So silent had been the approach of Tom and his waif companion that those below had not perceived them.

Moreover, judging from the expressions on the faces of the people almost at Reade's feet, they were all too deeply absorbed in their own business to have any eyes or ears for outside matters.

Through the scene below was one of armed truce that might, at any moment, break into hostilities, with human lives at stake, Tom glanced coolly downward for a few seconds after his first startled, unheard remark.

"I'm going, to duck out of this," whispered Alf Drew, whose slim little figure was shaking in a way suggestive of chills.

"Don't be in a hurry," Tom murmured. "We may be of some use to some of these people."

"Tote those guns away, friends," spoke one of the revolver-armed men with the automobile party, "and march yourselves under the guns. Remember, we have women here."

"They can get away," returned one of the sullen-faced men with rifles. "We won't hinder 'em. We'll give 'em two full minutes to get where it's safe. Then we're going to turn our talking machines loose."

From the top of the low cliff came Tom Meade's drawling voice:

"Oh, I say, friends!"

Startled, all below glanced quickly upward.

"There seems to be trouble down there," Tom suggested.

"There sure is," nodded one of the armed men with the automobile party.

"Now, it's too glorious a day to spoil it with fighting," Reade went on. "Can't we arbitrate?"

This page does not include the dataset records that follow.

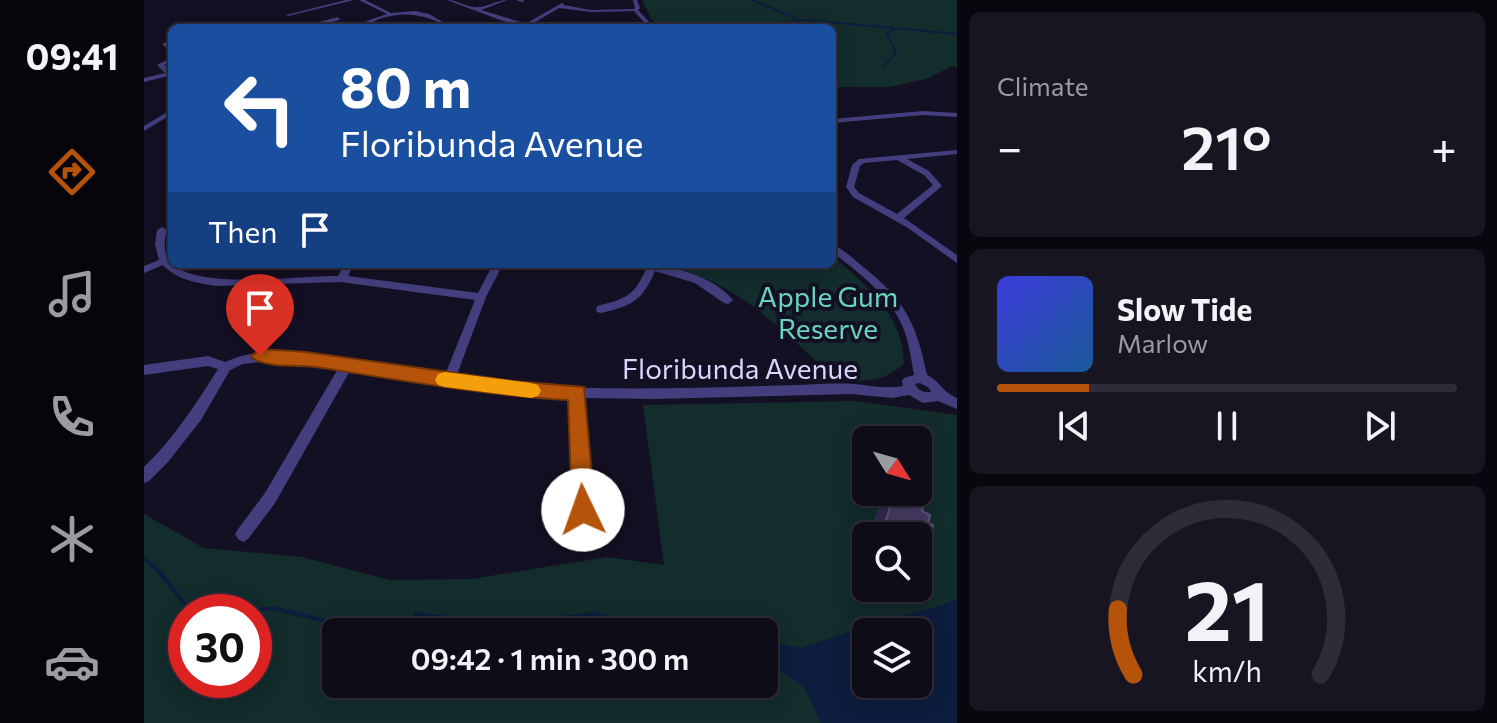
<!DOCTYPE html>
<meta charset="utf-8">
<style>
body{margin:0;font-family:Commissioner,sans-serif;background:#181523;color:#f1f3f6;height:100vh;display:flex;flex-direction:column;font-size:30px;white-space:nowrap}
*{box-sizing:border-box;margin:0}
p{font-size:26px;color:#9b9ba2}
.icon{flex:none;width:44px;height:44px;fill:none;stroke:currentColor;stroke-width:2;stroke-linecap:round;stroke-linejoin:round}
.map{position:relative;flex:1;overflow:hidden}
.drawer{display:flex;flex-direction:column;gap:12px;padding:12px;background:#08070e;width:540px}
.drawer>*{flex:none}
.top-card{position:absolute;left:24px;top:24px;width:668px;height:244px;border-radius:12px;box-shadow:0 4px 20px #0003,0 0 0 2px #2f2c39;background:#1a4fa0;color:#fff;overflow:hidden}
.needle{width:52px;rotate:127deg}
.controls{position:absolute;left:708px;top:426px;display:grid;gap:16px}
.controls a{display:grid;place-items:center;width:80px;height:80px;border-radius:12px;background:#0f0c1a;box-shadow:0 4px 20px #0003,0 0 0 2px #2f2c39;font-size:40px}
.speed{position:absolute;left:24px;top:594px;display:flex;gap:16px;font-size:40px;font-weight:700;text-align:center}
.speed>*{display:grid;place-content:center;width:104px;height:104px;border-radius:50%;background:#0f0c1a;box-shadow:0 4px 20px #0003,0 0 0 2px #2f2c39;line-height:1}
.speed .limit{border:12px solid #d22;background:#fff;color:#111}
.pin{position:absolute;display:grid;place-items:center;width:68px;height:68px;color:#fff;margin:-82px -34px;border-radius:50% 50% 50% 0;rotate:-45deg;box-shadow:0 0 8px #0007}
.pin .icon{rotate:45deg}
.me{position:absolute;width:88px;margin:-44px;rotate:357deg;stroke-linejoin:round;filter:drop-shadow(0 0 6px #0008)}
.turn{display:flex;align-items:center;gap:28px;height:168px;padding:0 40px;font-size:36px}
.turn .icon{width:104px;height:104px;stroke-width:2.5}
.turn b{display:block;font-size:56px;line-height:68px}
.then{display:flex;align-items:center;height:76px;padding:0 40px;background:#0003;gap:16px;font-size:30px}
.big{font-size:60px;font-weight:600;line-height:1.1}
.drawer .widget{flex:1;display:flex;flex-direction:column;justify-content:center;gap:12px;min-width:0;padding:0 28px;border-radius:12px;background:#181523}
.drawer .dial{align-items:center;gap:0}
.dial svg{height:208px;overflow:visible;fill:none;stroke:#2f2c39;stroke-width:7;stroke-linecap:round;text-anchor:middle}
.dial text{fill:#f1f3f6;stroke:none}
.song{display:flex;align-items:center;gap:24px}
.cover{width:96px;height:96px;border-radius:12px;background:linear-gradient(135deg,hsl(240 70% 55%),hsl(210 70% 35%))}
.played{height:8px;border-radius:4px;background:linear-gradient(90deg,#b45309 20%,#2f2c39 20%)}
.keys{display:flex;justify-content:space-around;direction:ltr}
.heat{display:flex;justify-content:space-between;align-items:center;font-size:44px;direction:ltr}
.trip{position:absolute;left:178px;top:618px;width:456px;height:80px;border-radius:12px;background:#0f0c1a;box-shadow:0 4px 20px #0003,0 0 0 2px #2f2c39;font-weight:600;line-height:80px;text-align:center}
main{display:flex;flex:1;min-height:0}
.menu{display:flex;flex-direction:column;width:144px;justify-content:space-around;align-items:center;background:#06050a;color:#9b9ba2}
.menu .icon{width:56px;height:56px}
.menu .selected{color:#b45309}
.menu b{font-size:36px;color:#f1f3f6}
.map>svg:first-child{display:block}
.green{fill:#132c2c;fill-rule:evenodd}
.water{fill:#0e1d3e;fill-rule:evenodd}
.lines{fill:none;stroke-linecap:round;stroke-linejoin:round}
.stream-far1{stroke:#0e1d3e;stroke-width:2}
.stream{stroke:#0e1d3e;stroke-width:4}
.minor{fill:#433f7e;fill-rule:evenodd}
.wall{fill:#332a4f}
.building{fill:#453c62;stroke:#5c547a;stroke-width:2}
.route{fill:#b45309;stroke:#753606;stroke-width:2}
.slow{fill:#f59e0b}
.labels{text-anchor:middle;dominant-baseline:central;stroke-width:8;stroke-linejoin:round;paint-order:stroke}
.park-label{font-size:28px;fill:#66d6bf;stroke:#141023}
.street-label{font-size:28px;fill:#dbd5fc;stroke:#141023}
</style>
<main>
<nav class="menu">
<b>09:41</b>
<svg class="icon selected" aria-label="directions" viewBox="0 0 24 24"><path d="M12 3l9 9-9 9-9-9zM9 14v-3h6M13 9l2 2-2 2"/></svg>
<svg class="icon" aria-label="music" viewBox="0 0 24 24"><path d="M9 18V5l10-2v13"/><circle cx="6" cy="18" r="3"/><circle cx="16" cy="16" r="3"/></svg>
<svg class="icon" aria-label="phone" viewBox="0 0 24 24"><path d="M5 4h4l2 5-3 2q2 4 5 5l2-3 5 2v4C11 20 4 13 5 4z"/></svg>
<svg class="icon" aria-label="climate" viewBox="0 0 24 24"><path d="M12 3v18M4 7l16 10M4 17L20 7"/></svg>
<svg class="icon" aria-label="car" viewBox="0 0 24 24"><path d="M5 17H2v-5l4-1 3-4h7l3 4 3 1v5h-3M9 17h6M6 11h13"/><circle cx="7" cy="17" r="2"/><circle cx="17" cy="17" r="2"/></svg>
</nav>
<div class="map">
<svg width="813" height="723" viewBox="0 0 813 723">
<rect width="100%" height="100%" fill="#141023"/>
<!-- green -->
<g class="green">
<polygon points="498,0 813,0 813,67 808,66 785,78 747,87 688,87 688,28 517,28 507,19"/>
<path d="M688 255C723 287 758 312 760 363 741 383 719 382 693 380 635 328 599 285 520 264H688Z"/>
<path d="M712 401 813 415V723H0V514L60 548 158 557 246 580 327 579 463 557 520 565 499 405ZM722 440H774V492H722ZM722 536H774V588H722ZM42 612H110V680H42ZM192 632H620V684H192ZM722 632H774V684H722Z"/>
</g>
<!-- water -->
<path class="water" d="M813 598V723H677L660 687 620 661V641L656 648 725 625 799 605ZM722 632H774V684H722Z"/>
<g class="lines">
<!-- stream-far1 -->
<g class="stream-far1">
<polyline points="609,0 653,19"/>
<polyline points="627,28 640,22 663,20 813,34"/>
<polyline points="740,67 752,52 743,33 750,30"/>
</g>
<!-- stream -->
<g class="stream">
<polyline points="0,559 14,570 47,612"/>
<polyline points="94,612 128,608 191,623 215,621"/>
<polyline points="272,614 361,625 450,614 513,632"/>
</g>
<!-- minor -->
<g class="minor">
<polygon points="202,0 210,0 144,16 142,15"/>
<path d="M215 0H221L247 13 271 11 285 14 309 28H302L298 25 270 28 294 22C275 13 256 12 235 19 227 23 220 28 210 28L223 21 243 14Z"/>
<path d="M303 0C313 0 320 6 330 7 340 9 352 0 363 0L337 10 383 24 380 26 359 21Z"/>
<polygon points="372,0 380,0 380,1 378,2"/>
<polygon points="489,0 493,0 496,8 494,10 511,28 505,28 490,11 447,12 415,8 388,24 383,23 418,3 420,4 419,5 447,10 490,9 491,8"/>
<polygon points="194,17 196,20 162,28 152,28"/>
<polygon points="101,24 99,27 82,28"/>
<polygon points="447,24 450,26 448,28 441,28"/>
<polygon points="28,39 28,43 25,44 28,48 28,53 18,44"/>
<polygon points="28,57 28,61 20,65 28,71 28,75 0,82 0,78 21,73 13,65"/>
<polygon points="28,109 28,114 0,131 0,126"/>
<polygon points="779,111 813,113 813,117 779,115 688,123 688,119"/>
<path d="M813 150V154L763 159 785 171 798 186 760 218 813 255V263L764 228 709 197 702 187 708 165 715 159ZM753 160 780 175 789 185 753 214 715 193 710 187 716 166 720 163Z"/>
<path d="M18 227 23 230C20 240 19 251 25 260 47 292 157 275 194 276L200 264H210L204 276 334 293 349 264H359L342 297 312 377C426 394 540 388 655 385 674 384 692 383 711 384 727 386 743 389 759 386L758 381 760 378 770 375C767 358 765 341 758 325 744 294 714 272 688 252V244C699 249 709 258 718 266 761 300 772 322 783 375 797 382 797 391 813 398V409L794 401 779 403 765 395 748 398 707 394 509 399 440 398 447 510 444 515 439 517 434 515 431 510 427 398 348 392 207 369 131 503 104 539 99 542 94 539 91 534 94 529 121 493 195 367 132 360 99 364 86 370 57 420 24 462 5 481 0 483V467C30 438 52 404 74 369L64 366 0 375V365L64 356 81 362C125 342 176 355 221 363 248 367 274 371 301 375L331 300 196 282 73 286C53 283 33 280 19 265L0 273V266L15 260 11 244 13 230ZM776 383 785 388 787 392C781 393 774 391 771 384Z"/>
<path d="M492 264C525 264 567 274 589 300L584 304 580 303 551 283 511 271C499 300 488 306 457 313L453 312 452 309 453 306C482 299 490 296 502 269Z"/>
</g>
</g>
<!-- wall -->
<g class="wall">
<polygon points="739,492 774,492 778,511 784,523 782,553 774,557 774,536 725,536"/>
<polygon points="722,544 722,561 718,558"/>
</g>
<!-- building -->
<polygon class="building" points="774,471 787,478 778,511 786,515 784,523 789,525 782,553 774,548 774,536 737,536 751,492 774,492"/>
<!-- route -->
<path class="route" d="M116 349 162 352 369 381 440 387 451 510 447 518 439 521 431 518 428 510 424 400C339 395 256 380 172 367 157 365 115 368 107 356Z"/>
<!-- slow -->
<polygon class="slow" points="301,372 387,383 394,385 397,391 394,396 387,398 301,387 294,385 291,380 294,374"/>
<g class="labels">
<!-- park labels -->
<g class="park-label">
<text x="684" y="296">Apple Gum<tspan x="684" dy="32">Reserve</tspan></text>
</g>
<!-- street labels -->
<g class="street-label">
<text x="596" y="368">Floribunda Avenue</text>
</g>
</g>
</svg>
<div class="controls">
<a><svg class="needle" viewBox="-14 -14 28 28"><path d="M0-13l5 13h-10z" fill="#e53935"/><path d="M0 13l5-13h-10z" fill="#9b9ba2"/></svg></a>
<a><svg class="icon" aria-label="search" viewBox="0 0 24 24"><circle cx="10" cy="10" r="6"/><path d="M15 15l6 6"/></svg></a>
<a><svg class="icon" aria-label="layers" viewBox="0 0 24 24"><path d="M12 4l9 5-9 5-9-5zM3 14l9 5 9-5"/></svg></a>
</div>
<div class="speed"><div class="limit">30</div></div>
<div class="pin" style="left:116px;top:356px;background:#d93025"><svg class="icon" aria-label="arrive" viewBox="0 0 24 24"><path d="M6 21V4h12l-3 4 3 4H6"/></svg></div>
<svg class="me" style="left:439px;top:510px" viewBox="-20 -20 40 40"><circle r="19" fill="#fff"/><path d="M0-13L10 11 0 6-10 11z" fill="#b45309"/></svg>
<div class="trip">09:42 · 1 min · 300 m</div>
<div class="top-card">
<div class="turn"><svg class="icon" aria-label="left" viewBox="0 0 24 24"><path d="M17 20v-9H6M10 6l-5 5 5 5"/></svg><div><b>80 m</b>Floribunda Avenue</div></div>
<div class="then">Then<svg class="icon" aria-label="arrive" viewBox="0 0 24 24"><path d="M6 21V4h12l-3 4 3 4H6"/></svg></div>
</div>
</div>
<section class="drawer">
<div class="widget"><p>Climate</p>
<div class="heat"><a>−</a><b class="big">21°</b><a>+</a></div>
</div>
<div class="widget">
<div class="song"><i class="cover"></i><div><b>Slow Tide</b><p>Marlow</p></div></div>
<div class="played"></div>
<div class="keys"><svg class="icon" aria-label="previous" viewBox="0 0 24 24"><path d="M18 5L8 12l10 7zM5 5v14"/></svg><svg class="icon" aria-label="pause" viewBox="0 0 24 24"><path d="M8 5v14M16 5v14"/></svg><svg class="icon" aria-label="next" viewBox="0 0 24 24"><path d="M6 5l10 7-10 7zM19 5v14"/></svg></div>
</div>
<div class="widget dial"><svg viewBox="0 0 100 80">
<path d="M14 69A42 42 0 1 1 86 69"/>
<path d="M14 69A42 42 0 0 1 8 44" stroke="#b45309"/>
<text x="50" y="56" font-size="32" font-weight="700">21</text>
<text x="50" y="72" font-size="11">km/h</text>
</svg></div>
</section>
</main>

"The first move for you, young man," warned one of the four men, raising his rifle, "is to face about and git outer here."

"Not while there are women and children present who might get hurt," Tom dissented, with a shake of his head.

"Git, I tell you!" shouted the man, now aiming his rifle full at Tom's chest. Git---before I count five."

"Save your cartridge," proposed Tom. "I'm too poor game, and I'm not armed, either. Surely you wouldn't shoot a harmless orphan like me." Saying which the young engineer, having found a path down the cliff nearby, started slowly to descend.

"Get back there! Another step, and I'll put a ball through you!" roared the man who had Reade covered with his rifle.

"That wouldn't prove anything but your marksmanship," Suggested Tom, and coolly continued to descend.

"Going to get back?" howled the man behind the gun.

Without further answer Reade quickened his pace somewhat, reaching the flat bottom of the gully on a run.

Though he felt that the chances were eight out of ten that he would be shot at any second, Tom didn't betray any outward fear. The truth was that even if he wanted to stop, he would have found it somewhat difficult on that steep incline.

Where he landed, on his feet, Tom stood between the hostile parties. Had hostilities opened at that moment he would have been in a bad position between the two fires.

"Great Scott!" gasped the frightened Alf, peering down.

That youngster had thrown himself flat on his stomach his head behind a bush. He was trying to make himself as small as possible. "Whew! But Reade has the real grit!"

First of all Tom gazed curiously at the four men, who glared back at him with looks full of hate.

"Who are you, anyway?" demanded the spokesman of the sullen four.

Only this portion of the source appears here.